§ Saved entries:
------------------------------------------------
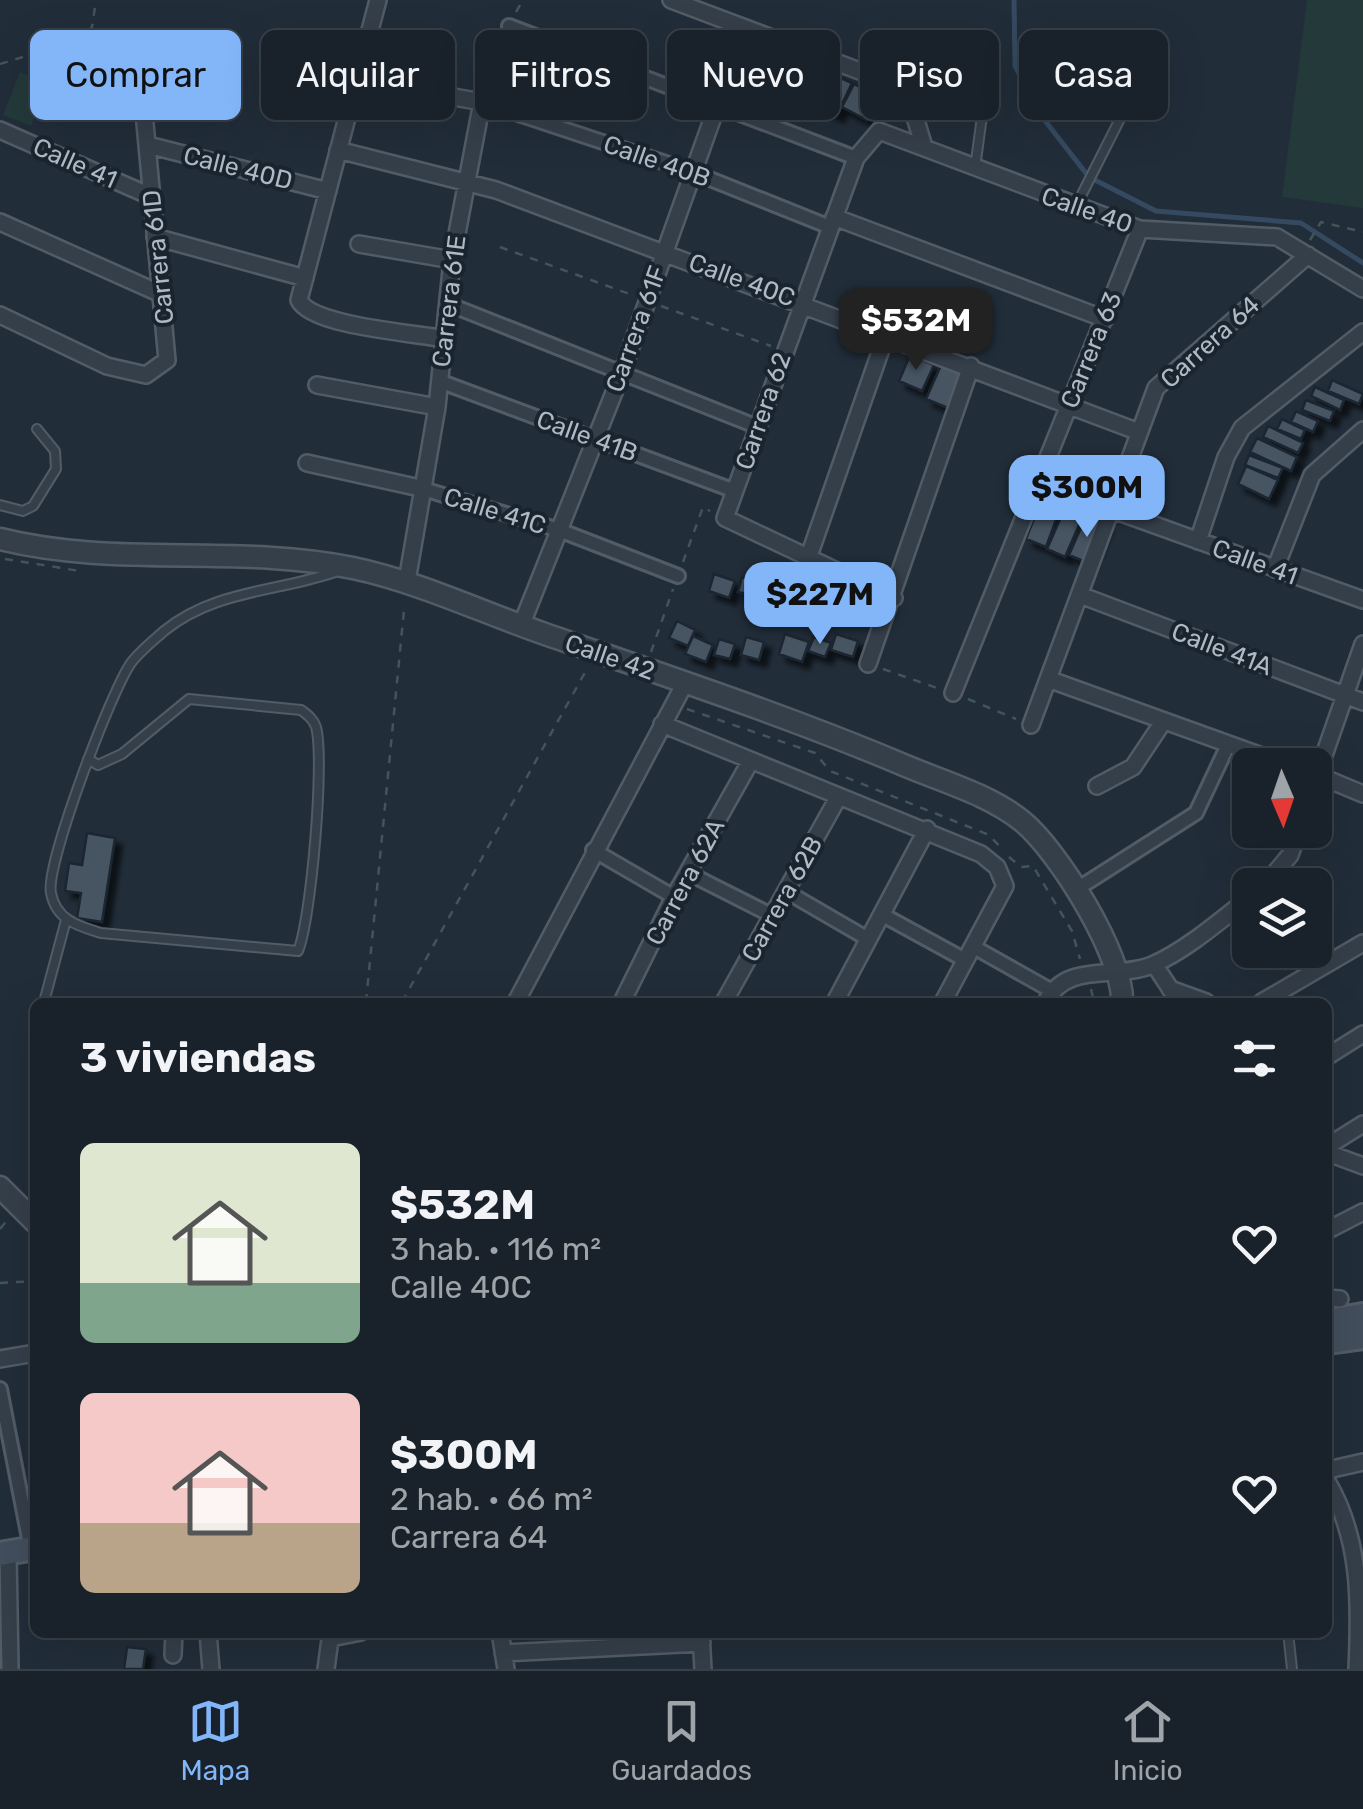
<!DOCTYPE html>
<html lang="es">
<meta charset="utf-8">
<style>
body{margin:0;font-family:Rubik,sans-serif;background:#222a33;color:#f1f3f6;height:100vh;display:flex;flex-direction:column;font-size:38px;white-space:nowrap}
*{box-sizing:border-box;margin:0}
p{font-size:32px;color:#9fa4a9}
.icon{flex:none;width:55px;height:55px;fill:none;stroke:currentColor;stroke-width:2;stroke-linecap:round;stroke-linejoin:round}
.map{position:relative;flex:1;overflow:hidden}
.panel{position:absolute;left:30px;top:998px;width:1302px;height:640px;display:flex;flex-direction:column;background:#19222b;border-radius:15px;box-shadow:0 10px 40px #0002,0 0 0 2px #373f47}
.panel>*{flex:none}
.banner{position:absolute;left:30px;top:30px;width:1305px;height:90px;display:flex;gap:20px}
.needle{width:65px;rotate:178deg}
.tools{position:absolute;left:1232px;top:748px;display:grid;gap:20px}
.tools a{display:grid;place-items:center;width:100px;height:100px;border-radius:15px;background:#19222b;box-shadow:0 10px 40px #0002,0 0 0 2px #373f47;font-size:50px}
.price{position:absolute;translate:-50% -85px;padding:0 22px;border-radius:20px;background:#82b6f9;color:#111;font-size:32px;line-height:65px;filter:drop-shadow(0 2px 5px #0008)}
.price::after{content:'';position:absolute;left:50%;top:60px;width:30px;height:22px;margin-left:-15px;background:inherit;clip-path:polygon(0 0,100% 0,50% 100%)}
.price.selected{background:#222;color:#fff}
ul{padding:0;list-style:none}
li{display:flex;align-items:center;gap:30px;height:250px;padding:0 50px}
li span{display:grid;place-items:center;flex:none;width:280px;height:200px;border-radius:15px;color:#555}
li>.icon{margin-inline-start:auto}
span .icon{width:120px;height:120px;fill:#fffc;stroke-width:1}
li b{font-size:42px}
h2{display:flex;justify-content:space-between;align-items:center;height:120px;padding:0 50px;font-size:42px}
.pill{padding:0 35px;border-radius:15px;background:#19222b;box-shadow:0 10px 40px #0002,0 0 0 2px #373f47;font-size:35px;line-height:90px}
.pill.selected{background:#82b6f9;color:#111}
.dock{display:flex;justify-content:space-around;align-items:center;height:140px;border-top:2px solid #373f47;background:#19222b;font-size:28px;color:#9fa4a9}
.dock a{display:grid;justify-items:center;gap:5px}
.dock .selected{color:#82b6f9}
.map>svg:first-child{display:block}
.green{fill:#23393a}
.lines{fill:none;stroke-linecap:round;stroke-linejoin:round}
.stream{stroke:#354a61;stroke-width:5}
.building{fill:#475463;stroke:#1c2630;stroke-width:2.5;filter:url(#shadow)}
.service-casing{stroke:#525c67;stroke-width:12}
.pedestrian-casing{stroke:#525c67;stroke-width:18}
.minor-casing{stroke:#525c67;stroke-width:20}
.tertiary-casing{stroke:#525c67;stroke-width:25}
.secondary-casing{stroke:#525c67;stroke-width:28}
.path{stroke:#415658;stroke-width:2.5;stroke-dasharray:8 8;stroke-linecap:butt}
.service{stroke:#353f4a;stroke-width:8}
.pedestrian{stroke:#353f4a;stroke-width:12}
.minor{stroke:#353f4a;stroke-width:15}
.tertiary{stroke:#353f4a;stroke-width:20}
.secondary{stroke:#434e5d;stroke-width:22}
.labels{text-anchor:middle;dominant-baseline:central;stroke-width:8;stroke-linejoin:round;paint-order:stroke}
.street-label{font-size:25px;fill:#afb9c6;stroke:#1a242e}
</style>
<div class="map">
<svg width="1363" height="1669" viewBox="0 0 1363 1669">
<defs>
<filter id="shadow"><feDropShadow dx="7" dy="7" stdDeviation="2.5" flood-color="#0009"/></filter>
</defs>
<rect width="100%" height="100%" fill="#212d39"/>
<path class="green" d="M1307 0H1363V208L1282 197Z
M930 34 969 83 940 106 901 57Z
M20 72 48 84 31 126 3 115Z"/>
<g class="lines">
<path class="stream" d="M1014 0 1015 66 1042 117 1089 177 1156 211 1301 223 1363 263"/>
</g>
<path class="building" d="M760 51 774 57 761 84 748 78Z
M778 59 787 63 774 93 764 89Z
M790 63 803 68 790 99 777 94Z
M807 68 824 76 811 106 794 98Z
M832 74 852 83 837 115 817 106Z
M854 84 879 97 867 120 842 107Z
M910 355 934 365 922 391 899 381Z
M942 363 963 372 948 408 926 399Z
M1332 380 1363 394 1359 404 1328 391Z
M1315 387 1344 400 1340 410 1311 396Z
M1306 400 1334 411 1330 421 1302 410Z
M1296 411 1318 421 1313 432 1291 422Z
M1282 419 1305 430 1301 439 1277 429Z
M1268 426 1303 443 1298 453 1263 437Z
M1257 438 1297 457 1291 471 1250 452Z
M1249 455 1283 468 1278 478 1245 465Z
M1246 466 1278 480 1269 499 1238 484Z
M1042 498 1061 506 1046 547 1026 539Z
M1065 508 1083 516 1065 557 1047 549Z
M1086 516 1105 524 1088 563 1069 555Z
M714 574 735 581 729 598 709 591Z
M792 574 808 578 804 593 788 589Z
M768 575 783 579 779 596 763 592Z
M742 577 759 581 755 596 738 592Z
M677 621 695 630 688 646 669 638Z
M785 634 809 642 802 662 779 654Z
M836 634 858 641 853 657 831 650Z
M693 636 713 645 706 662 685 654Z
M746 637 764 642 759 660 741 655Z
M814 637 831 643 825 657 808 651Z
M719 639 735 644 730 659 714 655Z
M87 833 115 838 102 922 77 918 81 893 65 891 69 863 82 865Z
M127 1647 146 1649 143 1669H124Z"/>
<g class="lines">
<defs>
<path id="service" d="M975 168 991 50
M1077 204 1125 109
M0 505 23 511 33 506 56 469 55 451 37 429
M88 759 98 765 122 754 189 699 301 710C308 715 313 719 316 727 325 759 311 921 298 951L101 933C78 926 56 920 51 893 45 865 112 689 131 663 139 652 154 640 164 631 214 590 277 592 335 572
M44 1002 66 920
M1288 1632 1292 1669"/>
<path id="pedestrian" d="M509 26 856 158
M482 102 690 171 830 227
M448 304 758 427
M439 381 735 491
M420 488 559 530 678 576
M593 850 674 897
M688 873 773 916
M1074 891 1196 813 1228 745
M787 892 868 939
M881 914 965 960
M972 946 1052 991
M0 1389 31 1549"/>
<path id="minor" d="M378 0 299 300C311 326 414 333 445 339
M671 0 894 84 911 104 924 147
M403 88 482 102 452 260 437 407 407 581
M0 130 150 196
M148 145 328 191
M338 150 496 190 1139 432
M834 217 1105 319
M0 222 161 294
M155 237 305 278
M359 244 452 260
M0 315 107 366 146 375 167 360 143 102
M317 385 437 407
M307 463 420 488
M1113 510 1363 600
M1198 541 1226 457 1242 428 1363 332
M809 556 886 335
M1275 569 1312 475 1363 430
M1080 595 1363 702
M894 598 725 518 856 158 879 131 1140 229 1277 237 1363 289
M521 626 621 375 744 30
M868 664 971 366
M1048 679 1287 765
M953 693 1140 229
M662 724 981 854 997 867 1005 886 943 1002
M1031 725 1156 388 1308 255
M1315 774 1363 794
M1315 781 1363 644
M1097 786 1133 767 1163 722
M1265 885 1290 855 1299 830
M1154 964 1179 1002
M1170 989 1206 1002
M516 1002 685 683
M622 1002 674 897 750 762
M724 1002 839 796
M835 1002 927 829
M1046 1002C1066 961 1115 980 1152 965 1185 951 1221 920 1250 897
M1262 1002 1363 943
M1328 1056 1363 1034
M1328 1146 1363 1124
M1328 1153 1363 1166
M1328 1230 1363 1212
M1328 1298 1340 1299
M0 1359 35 1353
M1328 1470 1363 1462
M1328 1483C1361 1540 1360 1604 1357 1669
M8 1553 10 1669
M208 1632 211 1669
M500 1632 506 1669
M701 1633 703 1669
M331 1638 361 1632
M503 1653 702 1643
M173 1655 174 1632
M326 1669 331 1632"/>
<path id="tertiary" d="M0 539C116 568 236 544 353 568 419 582 481 612 545 634 666 676 788 716 906 766 944 782 990 795 1022 821 1058 850 1124 957 1122 1002
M0 1187 35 1222"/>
<path id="secondary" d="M1328 1321 1363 1315
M1328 1342 1363 1337
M0 1554 35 1548"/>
</defs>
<use href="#service" class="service-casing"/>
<use href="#pedestrian" class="pedestrian-casing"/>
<use href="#minor" class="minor-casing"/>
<use href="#tertiary" class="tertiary-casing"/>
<use href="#secondary" class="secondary-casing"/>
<path class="path" d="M516 12 523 0
M0 64 78 40 92 27 96 0
M488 87 505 38
M1310 240 1321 222 1363 232
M500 247 635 296
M661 306 771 346
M1051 487 1095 503
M5 559 80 571
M683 562 703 507 710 511
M651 652 673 589
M883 669 937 688
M968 699 1016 719
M687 709 815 753 830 771 989 835 1004 851
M1009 857 1021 867 1033 866 1072 931 1080 959
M1091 989 1094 1002
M366 1002 404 610
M402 1002 588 667
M0 1229 9 1218
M0 1283 35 1281"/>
<use href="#service" class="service"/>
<use href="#pedestrian" class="pedestrian"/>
<use href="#minor" class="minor"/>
<use href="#tertiary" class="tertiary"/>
<use href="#secondary" class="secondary"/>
</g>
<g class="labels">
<g class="street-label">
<text transform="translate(657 161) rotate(19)">Calle 40B</text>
<text transform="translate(75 163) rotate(24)">Calle 41</text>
<text transform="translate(238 168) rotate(14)">Calle 40D</text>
<text transform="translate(1087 210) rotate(19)">Calle 40</text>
<text transform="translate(158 257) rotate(-96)">Carrera 61D</text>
<text transform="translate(742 280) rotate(20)">Calle 40C</text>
<text transform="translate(449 301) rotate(-83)">Carrera 61E</text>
<text transform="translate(636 329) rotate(-70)">Carrera 61F</text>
<text transform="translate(1210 342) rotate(-42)">Carrera 64</text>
<text transform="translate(1091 350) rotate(-68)">Carrera 63</text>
<text transform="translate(763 411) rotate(-71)">Carrera 62</text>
<text transform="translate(587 436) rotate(20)">Calle 41B</text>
<text transform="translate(495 511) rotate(17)">Calle 41C</text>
<text transform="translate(1255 562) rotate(20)">Calle 41</text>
<text transform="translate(1222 649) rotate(21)">Calle 41A</text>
<text transform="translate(610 657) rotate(19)">Calle 42</text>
<text transform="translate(685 882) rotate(-62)">Carrera 62A</text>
<text transform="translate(782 899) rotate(-61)">Carrera 62B</text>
</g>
</g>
</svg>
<div class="tools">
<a><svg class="needle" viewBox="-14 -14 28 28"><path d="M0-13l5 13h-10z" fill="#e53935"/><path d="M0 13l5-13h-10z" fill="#9fa4a9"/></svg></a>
<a><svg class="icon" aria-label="layers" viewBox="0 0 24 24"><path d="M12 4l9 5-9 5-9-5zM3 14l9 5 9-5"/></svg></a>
</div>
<b class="price selected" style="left:916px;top:373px">$532M</b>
<b class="price" style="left:1087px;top:540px">$300M</b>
<b class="price" style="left:820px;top:647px">$227M</b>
<div class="banner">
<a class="pill selected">Comprar</a>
<a class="pill">Alquilar</a>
<a class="pill">Filtros</a>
<a class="pill">Nuevo</a>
<a class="pill">Piso</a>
<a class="pill">Casa</a>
</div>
<section class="panel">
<h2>3 viviendas<svg class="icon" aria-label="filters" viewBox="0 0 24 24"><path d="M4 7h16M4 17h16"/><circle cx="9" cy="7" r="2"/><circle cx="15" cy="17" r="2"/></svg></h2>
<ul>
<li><span style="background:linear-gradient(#dfe7d0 70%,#7fa58c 0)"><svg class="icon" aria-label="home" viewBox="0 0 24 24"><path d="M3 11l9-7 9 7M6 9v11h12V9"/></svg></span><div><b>$532M</b><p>3 hab. · 116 m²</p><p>Calle 40C</p></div><svg class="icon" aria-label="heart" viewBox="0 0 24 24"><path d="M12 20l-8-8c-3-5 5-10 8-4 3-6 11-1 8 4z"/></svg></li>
<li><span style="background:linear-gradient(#f6c9c9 65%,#b9a48a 0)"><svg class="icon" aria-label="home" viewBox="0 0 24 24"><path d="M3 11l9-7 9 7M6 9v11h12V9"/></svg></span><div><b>$300M</b><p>2 hab. · 66 m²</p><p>Carrera 64</p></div><svg class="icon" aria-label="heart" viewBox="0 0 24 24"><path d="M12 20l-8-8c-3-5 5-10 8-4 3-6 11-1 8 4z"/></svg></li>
</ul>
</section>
</div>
<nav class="dock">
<a class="selected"><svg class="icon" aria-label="map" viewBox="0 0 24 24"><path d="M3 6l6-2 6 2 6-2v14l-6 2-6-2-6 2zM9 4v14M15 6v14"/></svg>Mapa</a>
<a><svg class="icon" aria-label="saved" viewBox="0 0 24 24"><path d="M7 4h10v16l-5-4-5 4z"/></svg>Guardados</a>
<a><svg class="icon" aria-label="home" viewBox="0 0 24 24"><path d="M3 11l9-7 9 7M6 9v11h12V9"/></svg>Inicio</a>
</nav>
------------------------------------------------
§ ASSIGNMENT:
Please show every line of the records that holds the word "position".

§ EXPECTED ANSWER:
.map{position:relative;flex:1;overflow:hidden}
.panel{position:absolute;left:30px;top:998px;width:1302px;height:640px;display:flex;flex-direction:column;background:#19222b;border-radius:15px;box-shadow:0 10px 40px #0002,0 0 0 2px #373f47}
.banner{position:absolute;left:30px;top:30px;width:1305px;height:90px;display:flex;gap:20px}
.tools{position:absolute;left:1232px;top:748px;display:grid;gap:20px}
.price{position:absolute;translate:-50% -85px;padding:0 22px;border-radius:20px;background:#82b6f9;color:#111;font-size:32px;line-height:65px;filter:drop-shadow(0 2px 5px #0008)}
.price::after{content:'';position:absolute;left:50%;top:60px;width:30px;height:22px;margin-left:-15px;background:inherit;clip-path:polygon(0 0,100% 0,50% 100%)}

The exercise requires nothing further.